(Saved data entries)
§
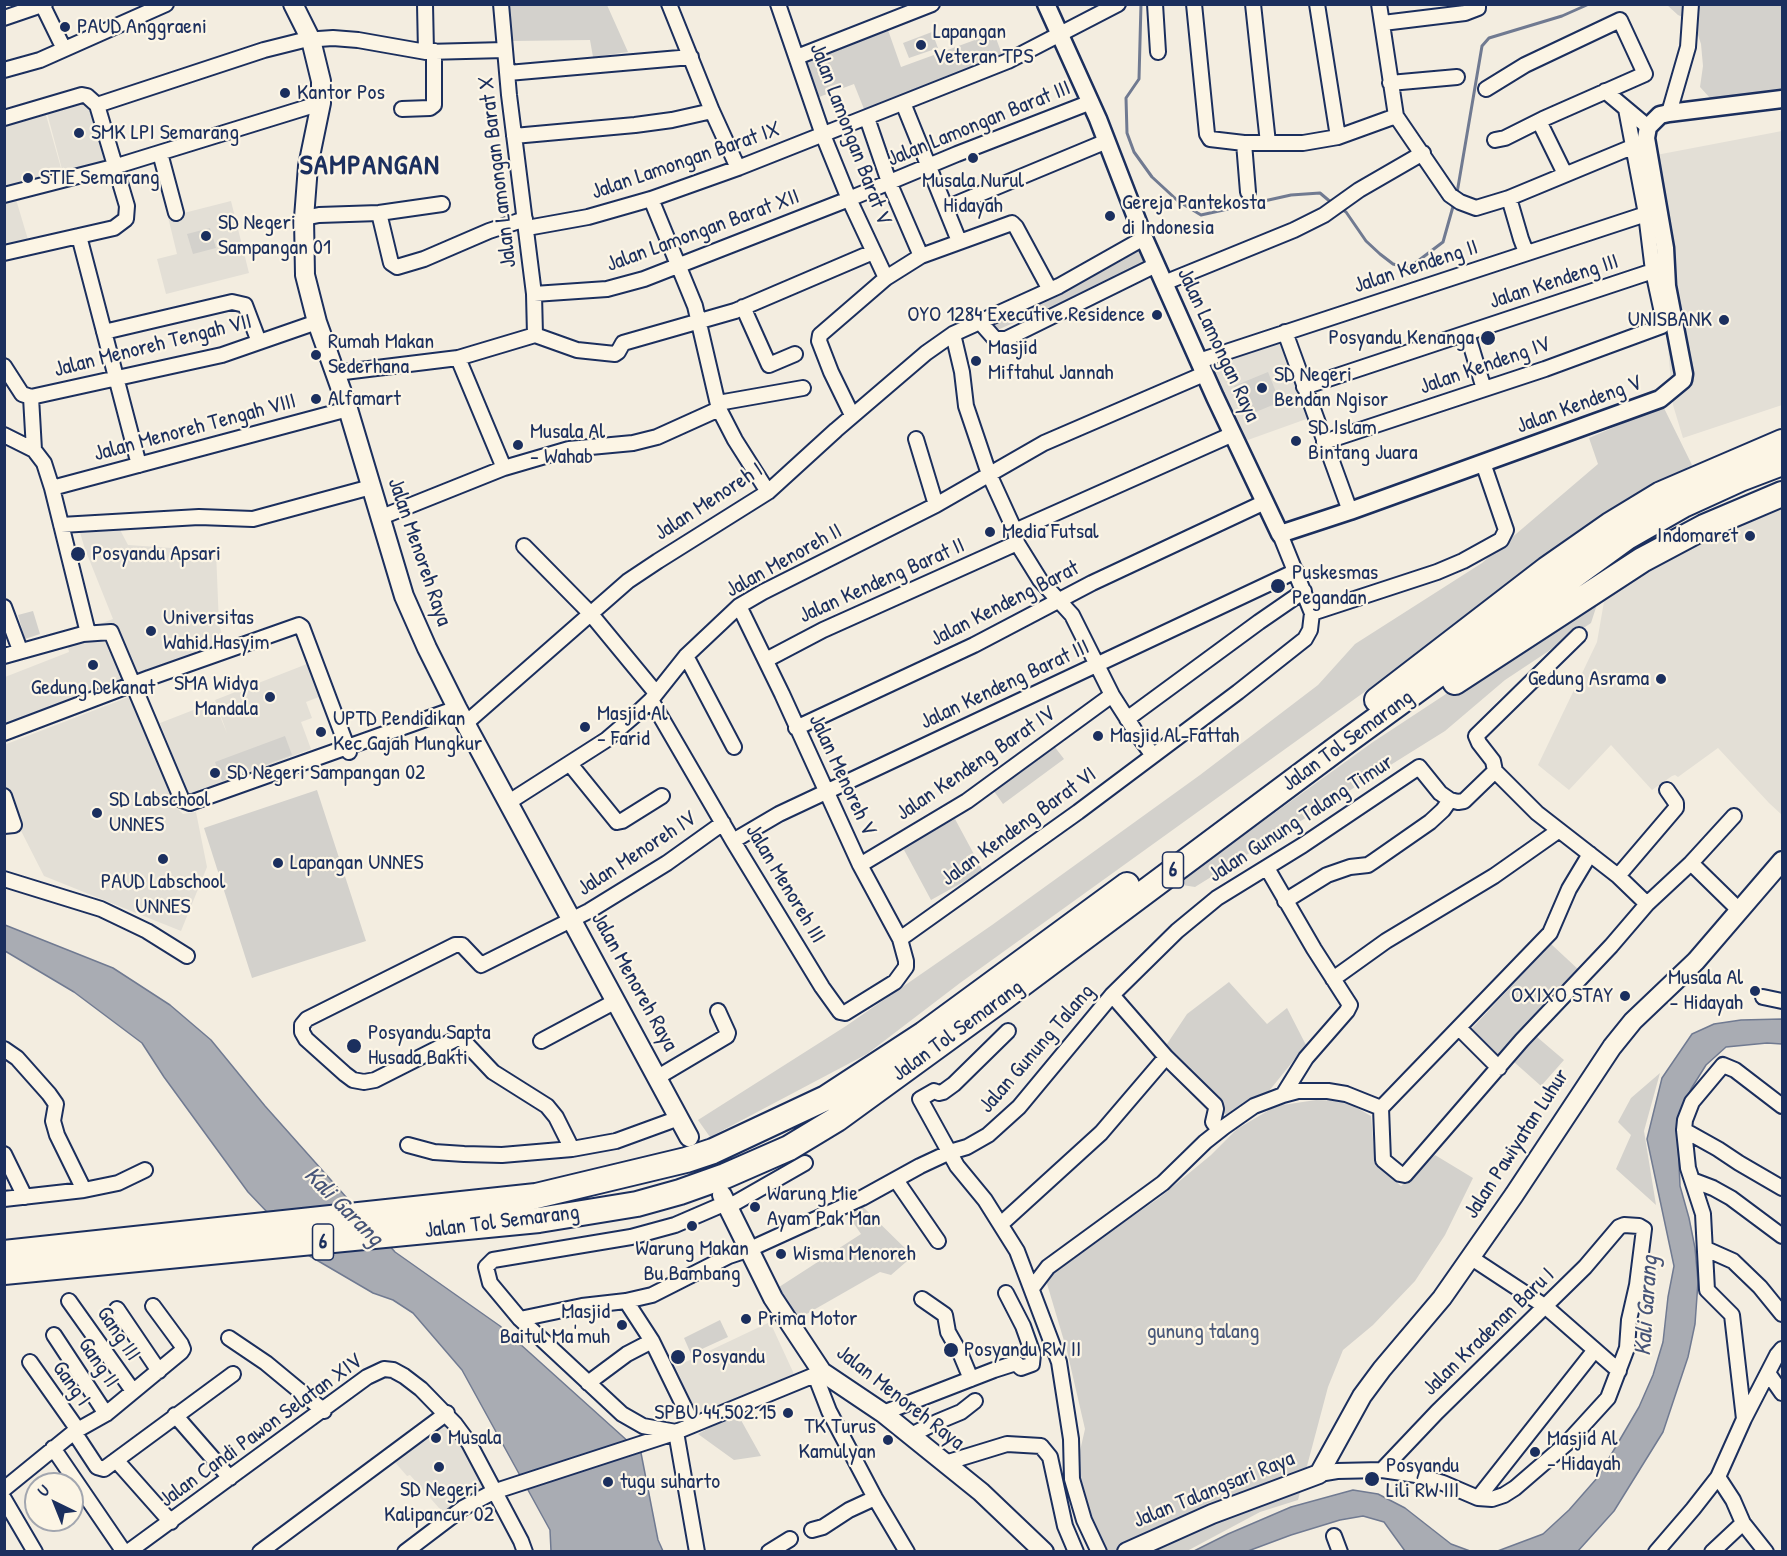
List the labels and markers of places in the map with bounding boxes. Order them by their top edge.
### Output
place label: PAUD Anggraeni [77,14,207,40]
place label: Lapangan Veteran TPS [933,19,1034,70]
marker: PAUD Anggraeni [58,20,72,34]
marker: Lapangan Veteran TPS [914,38,928,52]
place label: Kantor Pos [297,80,385,106]
marker: Kantor Pos [278,86,292,100]
place label: SMK LPI Semarang [91,120,239,146]
marker: SMK LPI Semarang [72,126,86,140]
marker: Musala Nurul Hidayah [966,151,980,165]
place label: STIE Semarang [40,165,160,191]
place label: Musala Nurul Hidayah [922,168,1024,220]
marker: STIE Semarang [21,171,35,185]
place label: Gereja Pantekosta di Indonesia [1122,190,1266,242]
marker: Gereja Pantekosta di Indonesia [1103,209,1117,223]
place label: SD Negeri Sampangan 01 [218,210,331,262]
marker: SD Negeri Sampangan 01 [199,229,213,243]
place label: OYO 1284 Executive Residence [907,302,1145,328]
place label: UNISBANK [1628,307,1712,333]
marker: OYO 1284 Executive Residence [1150,308,1164,322]
marker: UNISBANK [1717,313,1731,327]
place label: Posyandu Kenanga [1329,325,1474,351]
place label: Rumah Makan Sederhana [328,329,434,380]
marker: Posyandu Kenanga [1479,329,1497,347]
place label: Masjid Miftahul Jannah [988,335,1114,386]
marker: Rumah Makan Sederhana [309,348,323,362]
marker: Masjid Miftahul Jannah [969,354,983,368]
place label: SD Negeri Bendan Ngisor [1274,362,1388,414]
marker: SD Negeri Bendan Ngisor [1255,381,1269,395]
place label: Alfamart [328,386,401,412]
marker: Alfamart [309,392,323,406]
place label: SD Islam Bintang Juara [1308,415,1418,466]
place label: Musala Al - Wahab [530,419,605,470]
marker: SD Islam Bintang Juara [1289,434,1303,448]
marker: Musala Al - Wahab [511,438,525,452]
place label: Media Futsal [1002,519,1099,545]
place label: Indomaret [1657,523,1738,549]
marker: Media Futsal [983,525,997,539]
marker: Indomaret [1743,529,1757,543]
place label: Posyandu Apsari [92,541,221,567]
marker: Posyandu Apsari [69,545,87,563]
place label: Puskesmas Pegandan [1292,560,1378,612]
marker: Puskesmas Pegandan [1269,577,1287,595]
place label: Universitas Wahid Hasyim [163,605,270,656]
marker: Universitas Wahid Hasyim [144,624,158,638]
marker: Gedung Dekanat [86,658,100,672]
place label: Gedung Asrama [1528,666,1649,692]
place label: SMA Widya Mandala [174,671,258,722]
marker: Gedung Asrama [1654,672,1668,686]
place label: Gedung Dekanat [31,675,155,701]
marker: SMA Widya Mandala [263,690,277,704]
place label: Masjid Al - Farid [597,701,668,752]
place label: UPTD Pendidikan Kec Gajah Mungkur [333,706,482,758]
marker: Masjid Al - Farid [578,720,592,734]
place label: Masjid Al-Fattah [1110,723,1239,749]
marker: UPTD Pendidikan Kec Gajah Mungkur [314,725,328,739]
marker: Masjid Al-Fattah [1091,729,1105,743]
place label: SD Negeri Sampangan 02 [227,760,425,786]
marker: SD Negeri Sampangan 02 [208,766,222,780]
place label: SD Labschool UNNES [109,787,210,838]
marker: SD Labschool UNNES [90,806,104,820]
place label: Lapangan UNNES [290,850,424,876]
marker: PAUD Labschool UNNES [156,852,170,866]
marker: Lapangan UNNES [271,856,285,870]
place label: PAUD Labschool UNNES [101,869,225,920]
place label: Musala Al - Hidayah [1668,965,1743,1016]
place label: OXIXO STAY [1511,983,1613,1009]
marker: Musala Al - Hidayah [1748,984,1762,998]
marker: OXIXO STAY [1618,989,1632,1003]
place label: Posyandu Sapta Husada Bakti [368,1020,491,1072]
marker: Posyandu Sapta Husada Bakti [345,1037,363,1055]
place label: Warung Mie Ayam Pak Man [767,1181,881,1232]
marker: Warung Mie Ayam Pak Man [748,1200,762,1214]
marker: Warung Makan Bu Bambang [685,1219,699,1233]
place label: Warung Makan Bu Bambang [635,1236,749,1288]
place label: Wisma Menoreh [793,1241,916,1267]
marker: Wisma Menoreh [774,1247,788,1261]
place label: Masjid Baitul Ma'muh [500,1299,610,1350]
place label: Prima Motor [758,1306,857,1332]
marker: Prima Motor [739,1312,753,1326]
marker: Masjid Baitul Ma'muh [615,1318,629,1332]
place label: Posyandu RW II [964,1337,1081,1363]
marker: Posyandu RW II [942,1341,960,1359]
place label: Posyandu [692,1344,765,1370]
marker: Posyandu [669,1348,687,1366]
place label: SPBU 44.502.15 [654,1400,776,1426]
marker: SPBU 44.502.15 [781,1406,795,1420]
place label: TK Turus Kamulyan [798,1414,876,1466]
place label: Musala [448,1425,501,1451]
place label: Masjid Al - Hidayah [1547,1426,1621,1478]
marker: Musala [429,1431,443,1445]
marker: TK Turus Kamulyan [881,1433,895,1447]
marker: Masjid Al - Hidayah [1528,1445,1542,1459]
place label: Posyandu Lili RW III [1386,1453,1459,1504]
marker: SD Negeri Kalipancur 02 [432,1460,446,1474]
place label: tugu suharto [620,1469,720,1495]
marker: Posyandu Lili RW III [1363,1470,1381,1488]
marker: tugu suharto [601,1475,615,1489]
place label: SD Negeri Kalipancur 02 [384,1477,494,1528]

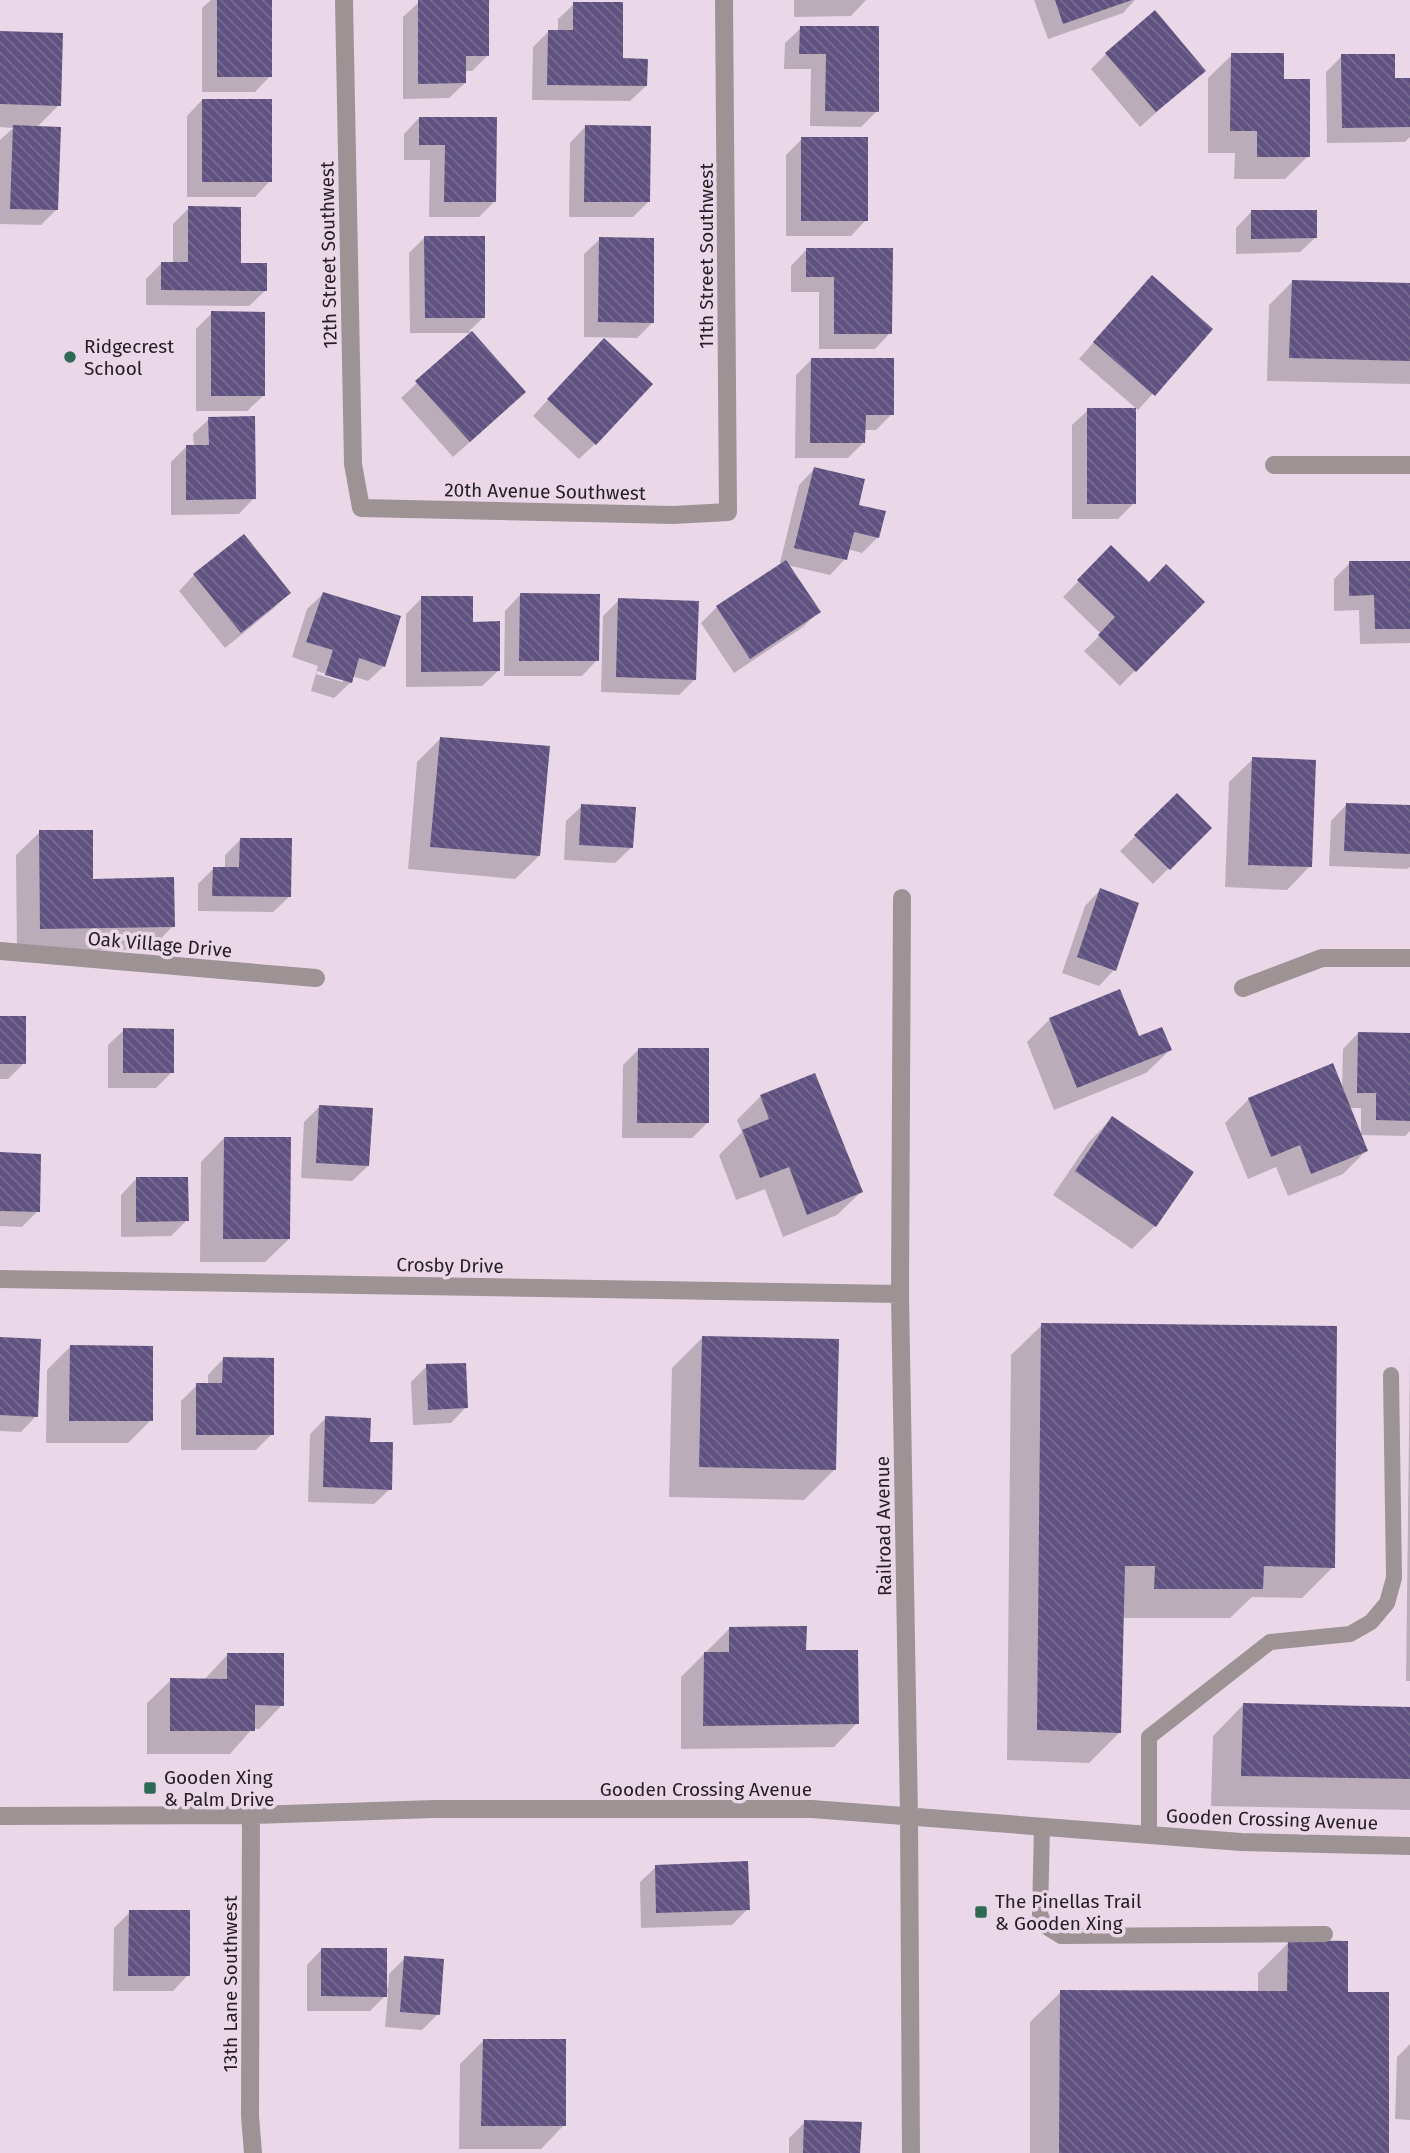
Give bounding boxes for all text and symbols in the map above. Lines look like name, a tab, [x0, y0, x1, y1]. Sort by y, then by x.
street label: 12th Street Southwest	[315, 161, 342, 349]
street label: 11th Street Southwest	[695, 163, 718, 349]
place label: Ridgecrest School	[84, 335, 174, 380]
marker: Ridgecrest School	[62, 349, 78, 365]
street label: 20th Avenue Southwest	[444, 478, 646, 505]
street label: Oak Village Drive	[87, 927, 233, 962]
street label: Crosby Drive	[396, 1253, 504, 1278]
street label: Railroad Avenue	[871, 1456, 896, 1596]
place label: Gooden Xing & Palm Drive	[164, 1766, 274, 1811]
street label: Gooden Crossing Avenue	[600, 1778, 812, 1801]
marker: Gooden Xing & Palm Drive	[142, 1780, 158, 1796]
street label: Gooden Crossing Avenue	[1165, 1804, 1378, 1835]
place label: The Pinellas Trail & Gooden Xing	[995, 1890, 1142, 1935]
street label: 13th Lane Southwest	[219, 1895, 242, 2073]
marker: The Pinellas Trail & Gooden Xing	[973, 1904, 989, 1920]

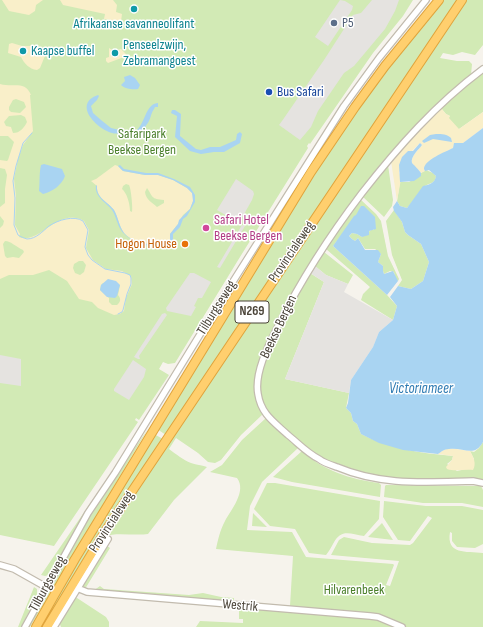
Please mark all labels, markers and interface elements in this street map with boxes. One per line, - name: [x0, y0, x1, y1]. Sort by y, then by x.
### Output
- marker: Afrikaanse savanneolifant: [129, 4, 139, 14]
- place label: P5: [342, 15, 354, 31]
- place label: Afrikaanse savanneolifant: [73, 16, 195, 32]
- marker: P5: [329, 18, 339, 28]
- place label: Penseelzwijn, Zebramangoest: [123, 37, 196, 70]
- place label: Kaapse buffel: [31, 43, 94, 59]
- marker: Kaapse buffel: [18, 46, 28, 56]
- marker: Penseelzwijn, Zebramangoest: [110, 48, 120, 58]
- place label: Bus Safari: [277, 84, 324, 100]
- marker: Bus Safari: [264, 87, 274, 97]
- park label: Safaripark Beekse Bergen: [108, 126, 176, 158]
- place label: Safari Hotel Beekse Bergen: [214, 212, 282, 244]
- street label: Provincialeweg: [265, 218, 319, 286]
- marker: Safari Hotel Beekse Bergen: [201, 223, 211, 233]
- place label: Hogon House: [115, 236, 177, 252]
- marker: Hogon House: [180, 239, 190, 249]
- street label: Tilburgseweg: [194, 278, 240, 338]
- street label: Beekse Bergen: [257, 293, 301, 361]
- road number: N269: [235, 301, 269, 323]
- water label: Victoriameer: [389, 380, 453, 398]
- street label: Provincialeweg: [86, 488, 138, 556]
- street label: Tilburgseweg: [26, 553, 70, 615]
- park label: Hilvarenbeek: [324, 582, 384, 598]
- street label: Westrik: [221, 596, 259, 616]

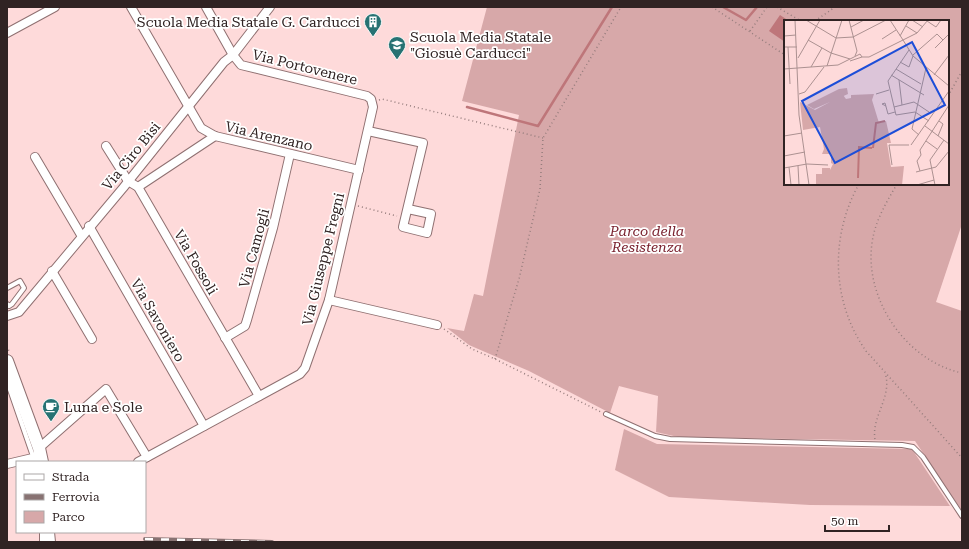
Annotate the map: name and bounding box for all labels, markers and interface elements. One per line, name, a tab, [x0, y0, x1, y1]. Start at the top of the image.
building icon: Scuola Media Statale G. Carducci	[363, 12, 383, 37]
place label: Scuola Media Statale G. Carducci	[137, 14, 361, 30]
inset map	[784, 20, 949, 185]
place label: Scuola Media Statale "Giosuè Carducci"	[410, 29, 551, 61]
school or university icon: Scuola Media Statale "Giosuè Carducci"	[387, 35, 407, 60]
street label: Via Portovenere	[251, 46, 359, 88]
street label: Via Ciro Bisi	[99, 118, 164, 193]
street label: Via Arenzano	[224, 118, 314, 154]
street label: Via Giuseppe Fregni	[299, 190, 347, 327]
street label: Via Camogli	[236, 206, 272, 289]
park label: Parco della Resistenza	[609, 223, 684, 255]
street label: Via Fossoli	[171, 227, 221, 298]
street label: Via Savoniero	[128, 276, 188, 364]
cafe icon: Luna e Sole	[41, 397, 61, 422]
place label: Luna e Sole	[64, 399, 143, 415]
legend	[16, 461, 146, 533]
text: Strada	[52, 470, 90, 484]
text: Ferrovia	[52, 490, 100, 504]
scale bar	[825, 507, 889, 533]
text: Parco	[52, 510, 85, 524]
text: 50 m	[831, 514, 858, 528]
§
▶ The problem
The lines to return are those in the entries above that include "Apsari".

▶ Task response
place label: Posyandu Apsari [92,541,221,567]
marker: Posyandu Apsari [69,545,87,563]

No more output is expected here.